Camp Software

Wikipedia explains that camp is:

“an aesthetic style and sensibility that regards something as appealing because of its bad taste and ironic value. Camp aesthetics disrupt many of modernism‘s notions of what art is and what can be classified as high art by inverting aesthetic attributes such as beauty, value, and taste through an invitation of a different kind of apprehension and consumption…  Camp aesthetics delights in impertinence. Camp opposes satisfaction and seeks to challenge.”

Camp is often applied to visual, performing and conceptual art, along with lots of movies and TV, restaurants and experiences. RuPaul is campy, John Waters is campy, Benihana is campy, an art car is campy. But can it apply to software? Can you make meaningful or even “popular” software that “opposes satisfaction”? This website’s own home page was my attempt to work in an aesthetic I thought was so ugly it might actually be cool and to oppose satisfaction by providing only the shallowest of explanations of what Jiko Kanri is.

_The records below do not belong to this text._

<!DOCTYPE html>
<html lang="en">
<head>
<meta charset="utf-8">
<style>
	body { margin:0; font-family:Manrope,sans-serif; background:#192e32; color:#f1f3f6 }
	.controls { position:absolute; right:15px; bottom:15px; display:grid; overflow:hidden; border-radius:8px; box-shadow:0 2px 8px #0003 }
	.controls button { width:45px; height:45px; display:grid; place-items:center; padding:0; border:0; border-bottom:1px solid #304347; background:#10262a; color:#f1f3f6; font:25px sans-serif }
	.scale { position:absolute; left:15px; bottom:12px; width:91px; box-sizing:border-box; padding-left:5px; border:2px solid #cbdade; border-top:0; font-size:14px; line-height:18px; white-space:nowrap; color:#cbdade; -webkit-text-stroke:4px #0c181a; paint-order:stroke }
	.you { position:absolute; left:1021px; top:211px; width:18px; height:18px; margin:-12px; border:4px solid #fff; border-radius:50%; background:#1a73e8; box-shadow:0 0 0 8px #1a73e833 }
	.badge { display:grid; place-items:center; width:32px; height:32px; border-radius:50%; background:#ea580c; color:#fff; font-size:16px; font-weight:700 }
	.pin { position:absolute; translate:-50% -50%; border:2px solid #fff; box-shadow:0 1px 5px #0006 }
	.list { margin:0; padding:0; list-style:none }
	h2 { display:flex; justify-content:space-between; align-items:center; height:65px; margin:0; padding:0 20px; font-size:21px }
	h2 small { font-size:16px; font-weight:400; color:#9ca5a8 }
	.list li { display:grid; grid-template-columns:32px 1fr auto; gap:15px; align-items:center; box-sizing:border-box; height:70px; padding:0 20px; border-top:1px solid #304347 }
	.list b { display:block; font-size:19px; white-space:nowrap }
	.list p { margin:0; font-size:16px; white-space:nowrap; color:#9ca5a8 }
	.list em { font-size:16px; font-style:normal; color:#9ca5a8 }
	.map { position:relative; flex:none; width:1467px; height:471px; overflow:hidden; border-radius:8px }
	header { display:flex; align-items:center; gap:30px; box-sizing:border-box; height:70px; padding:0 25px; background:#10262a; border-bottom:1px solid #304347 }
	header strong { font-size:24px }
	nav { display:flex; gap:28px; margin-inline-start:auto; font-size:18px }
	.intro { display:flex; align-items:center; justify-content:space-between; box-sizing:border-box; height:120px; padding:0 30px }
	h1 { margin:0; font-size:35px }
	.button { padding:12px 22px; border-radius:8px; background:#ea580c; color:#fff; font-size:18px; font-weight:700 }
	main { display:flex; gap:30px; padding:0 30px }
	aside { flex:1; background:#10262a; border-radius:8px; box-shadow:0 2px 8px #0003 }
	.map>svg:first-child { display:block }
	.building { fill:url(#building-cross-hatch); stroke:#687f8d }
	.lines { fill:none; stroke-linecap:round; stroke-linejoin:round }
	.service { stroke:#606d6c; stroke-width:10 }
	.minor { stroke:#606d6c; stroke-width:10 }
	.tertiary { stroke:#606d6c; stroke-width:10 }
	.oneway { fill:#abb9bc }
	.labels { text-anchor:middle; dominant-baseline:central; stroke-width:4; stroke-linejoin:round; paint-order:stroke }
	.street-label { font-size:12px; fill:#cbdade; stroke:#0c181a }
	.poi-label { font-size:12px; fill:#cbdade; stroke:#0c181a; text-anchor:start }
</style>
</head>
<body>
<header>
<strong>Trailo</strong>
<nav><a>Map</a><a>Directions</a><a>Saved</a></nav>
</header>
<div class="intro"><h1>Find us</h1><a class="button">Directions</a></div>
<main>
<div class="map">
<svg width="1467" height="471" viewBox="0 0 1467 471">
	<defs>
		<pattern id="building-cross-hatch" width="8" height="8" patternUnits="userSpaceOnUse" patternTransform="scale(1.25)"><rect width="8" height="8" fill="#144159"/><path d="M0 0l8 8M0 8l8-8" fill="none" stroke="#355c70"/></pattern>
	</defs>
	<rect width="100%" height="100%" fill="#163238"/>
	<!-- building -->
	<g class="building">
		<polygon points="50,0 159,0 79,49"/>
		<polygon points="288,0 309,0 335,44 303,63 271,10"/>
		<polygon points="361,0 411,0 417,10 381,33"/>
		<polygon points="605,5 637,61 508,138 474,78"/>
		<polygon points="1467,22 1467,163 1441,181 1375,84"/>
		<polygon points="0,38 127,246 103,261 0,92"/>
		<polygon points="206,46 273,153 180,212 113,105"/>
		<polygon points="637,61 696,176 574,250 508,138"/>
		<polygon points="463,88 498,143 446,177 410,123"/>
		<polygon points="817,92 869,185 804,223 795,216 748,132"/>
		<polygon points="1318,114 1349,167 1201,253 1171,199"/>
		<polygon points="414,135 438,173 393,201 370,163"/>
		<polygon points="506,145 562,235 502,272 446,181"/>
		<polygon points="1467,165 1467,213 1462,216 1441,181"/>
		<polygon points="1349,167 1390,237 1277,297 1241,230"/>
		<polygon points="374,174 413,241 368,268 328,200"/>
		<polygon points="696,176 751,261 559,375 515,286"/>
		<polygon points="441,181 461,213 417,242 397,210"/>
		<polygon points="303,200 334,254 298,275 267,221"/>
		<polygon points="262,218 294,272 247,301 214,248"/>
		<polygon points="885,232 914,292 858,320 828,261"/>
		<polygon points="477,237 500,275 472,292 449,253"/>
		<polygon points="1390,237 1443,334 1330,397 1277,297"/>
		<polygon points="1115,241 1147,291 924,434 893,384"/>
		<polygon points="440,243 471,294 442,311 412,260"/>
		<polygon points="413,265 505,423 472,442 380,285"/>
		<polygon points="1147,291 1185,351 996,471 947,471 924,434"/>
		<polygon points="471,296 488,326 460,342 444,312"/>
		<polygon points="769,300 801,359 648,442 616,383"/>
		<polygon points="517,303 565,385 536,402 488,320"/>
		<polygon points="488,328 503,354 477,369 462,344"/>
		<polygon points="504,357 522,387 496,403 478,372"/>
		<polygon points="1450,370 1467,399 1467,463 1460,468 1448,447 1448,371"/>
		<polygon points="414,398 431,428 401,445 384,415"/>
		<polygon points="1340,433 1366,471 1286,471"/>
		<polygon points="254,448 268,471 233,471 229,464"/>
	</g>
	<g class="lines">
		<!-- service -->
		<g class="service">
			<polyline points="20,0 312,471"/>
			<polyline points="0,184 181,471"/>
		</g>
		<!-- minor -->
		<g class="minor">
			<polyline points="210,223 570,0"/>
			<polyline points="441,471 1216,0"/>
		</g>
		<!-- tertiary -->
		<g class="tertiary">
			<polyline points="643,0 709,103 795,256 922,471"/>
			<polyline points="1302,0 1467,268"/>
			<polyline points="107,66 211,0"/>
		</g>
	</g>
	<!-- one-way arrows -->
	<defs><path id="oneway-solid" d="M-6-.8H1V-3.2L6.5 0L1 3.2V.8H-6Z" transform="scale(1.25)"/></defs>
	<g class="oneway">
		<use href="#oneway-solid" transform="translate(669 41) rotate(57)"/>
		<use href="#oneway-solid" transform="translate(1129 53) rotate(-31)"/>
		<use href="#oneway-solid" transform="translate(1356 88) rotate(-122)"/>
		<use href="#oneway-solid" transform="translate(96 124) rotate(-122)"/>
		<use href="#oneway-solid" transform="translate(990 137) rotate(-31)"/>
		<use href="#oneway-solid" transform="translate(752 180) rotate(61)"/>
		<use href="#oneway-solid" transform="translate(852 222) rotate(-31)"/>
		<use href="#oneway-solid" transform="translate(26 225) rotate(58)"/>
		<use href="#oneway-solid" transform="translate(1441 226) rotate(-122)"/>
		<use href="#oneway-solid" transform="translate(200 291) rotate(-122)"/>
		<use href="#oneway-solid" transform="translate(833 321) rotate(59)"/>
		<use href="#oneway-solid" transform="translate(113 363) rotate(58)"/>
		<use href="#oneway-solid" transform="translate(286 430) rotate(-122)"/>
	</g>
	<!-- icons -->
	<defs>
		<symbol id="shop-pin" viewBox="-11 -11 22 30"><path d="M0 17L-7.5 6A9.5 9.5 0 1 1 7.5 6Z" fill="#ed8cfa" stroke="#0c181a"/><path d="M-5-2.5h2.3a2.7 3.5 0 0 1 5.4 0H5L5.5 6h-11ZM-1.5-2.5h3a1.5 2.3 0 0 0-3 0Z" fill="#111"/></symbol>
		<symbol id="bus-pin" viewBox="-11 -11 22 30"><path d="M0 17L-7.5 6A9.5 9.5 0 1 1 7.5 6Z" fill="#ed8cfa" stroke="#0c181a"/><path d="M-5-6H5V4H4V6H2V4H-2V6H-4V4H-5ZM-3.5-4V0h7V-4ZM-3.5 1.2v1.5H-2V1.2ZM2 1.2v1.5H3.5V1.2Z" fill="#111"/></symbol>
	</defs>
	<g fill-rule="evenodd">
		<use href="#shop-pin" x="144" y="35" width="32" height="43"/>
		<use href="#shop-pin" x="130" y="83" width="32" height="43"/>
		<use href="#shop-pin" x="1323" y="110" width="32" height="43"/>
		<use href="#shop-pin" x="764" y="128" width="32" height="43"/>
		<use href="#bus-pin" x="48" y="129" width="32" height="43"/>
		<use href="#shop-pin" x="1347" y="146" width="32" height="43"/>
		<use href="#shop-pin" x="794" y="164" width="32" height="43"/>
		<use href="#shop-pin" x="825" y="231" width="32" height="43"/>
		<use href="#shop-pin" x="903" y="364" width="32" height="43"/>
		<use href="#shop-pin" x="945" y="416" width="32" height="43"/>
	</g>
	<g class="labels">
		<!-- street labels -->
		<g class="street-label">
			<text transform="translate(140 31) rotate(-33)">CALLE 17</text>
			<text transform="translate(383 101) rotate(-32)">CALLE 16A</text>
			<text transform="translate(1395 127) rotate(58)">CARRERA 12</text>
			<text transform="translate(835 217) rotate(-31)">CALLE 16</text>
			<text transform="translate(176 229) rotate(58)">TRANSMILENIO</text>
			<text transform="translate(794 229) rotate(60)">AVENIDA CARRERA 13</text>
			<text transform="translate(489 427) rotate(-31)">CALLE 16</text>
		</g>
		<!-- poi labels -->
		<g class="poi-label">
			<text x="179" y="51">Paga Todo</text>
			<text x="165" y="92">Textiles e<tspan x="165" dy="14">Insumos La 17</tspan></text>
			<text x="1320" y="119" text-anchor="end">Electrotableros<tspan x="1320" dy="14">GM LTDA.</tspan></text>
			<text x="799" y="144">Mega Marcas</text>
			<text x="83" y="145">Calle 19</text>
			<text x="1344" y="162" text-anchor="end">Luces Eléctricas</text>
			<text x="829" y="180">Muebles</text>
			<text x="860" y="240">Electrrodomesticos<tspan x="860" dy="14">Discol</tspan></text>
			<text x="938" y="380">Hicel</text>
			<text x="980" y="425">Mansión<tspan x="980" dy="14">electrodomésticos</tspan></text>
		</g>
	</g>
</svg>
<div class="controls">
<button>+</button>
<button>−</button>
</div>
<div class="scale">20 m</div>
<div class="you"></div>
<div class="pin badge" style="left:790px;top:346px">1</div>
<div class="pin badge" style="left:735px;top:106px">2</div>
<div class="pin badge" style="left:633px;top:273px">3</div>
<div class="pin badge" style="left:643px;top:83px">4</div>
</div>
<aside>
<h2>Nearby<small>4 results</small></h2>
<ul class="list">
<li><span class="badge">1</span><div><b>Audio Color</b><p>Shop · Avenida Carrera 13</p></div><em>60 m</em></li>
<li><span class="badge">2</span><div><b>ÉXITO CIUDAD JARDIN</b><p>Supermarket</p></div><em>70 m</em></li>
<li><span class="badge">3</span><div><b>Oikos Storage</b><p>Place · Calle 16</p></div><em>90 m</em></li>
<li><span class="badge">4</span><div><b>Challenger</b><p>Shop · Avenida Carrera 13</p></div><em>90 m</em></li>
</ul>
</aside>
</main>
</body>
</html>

But there has to be much more out there. Apps with ironic look and feel? Does that count? Or tools made intentionally hard to discourage their use. We’ve all seen web sites we could easily describe as “over the top”. Every Chinese social app I look at seems to be inverting the normal values of software design to stuff the screen with every function and text it can find a few pixels of space for. Is that camp? Is Snapchats “old” unfriendly, gesture heavy UI and attempt to be impertinent and to challenge users to learn new things through word of mouth, excluding the conservative of habit and the un-networked user. Is that camp?

One effect of the usefulness of software, and its categorization as a medium for tools and games, is that media theory, which is rich and insightful about movies, TV, news, music, you name it, seems to treat software as outside its view. Website and trends might be analyzed and deconstructed. But non-game software is not subject to the same level of critical and analytical thinking. I enjoy watching YouTube videos by movie and cultural critics. These lengthy reviews, analyses and essays are interesting, insightful and show how media like TV and movies work. How much of that is possible for software? Most software videos are tutorials or shallow reviews. I understand these apps are tools.

But I also know: Software is a medium.

I want a more popular, useful, fun, interesting media study of it. And I want to see weirdos like me celebrating software so ludicrous its tragic, or so tragic its ludicrous.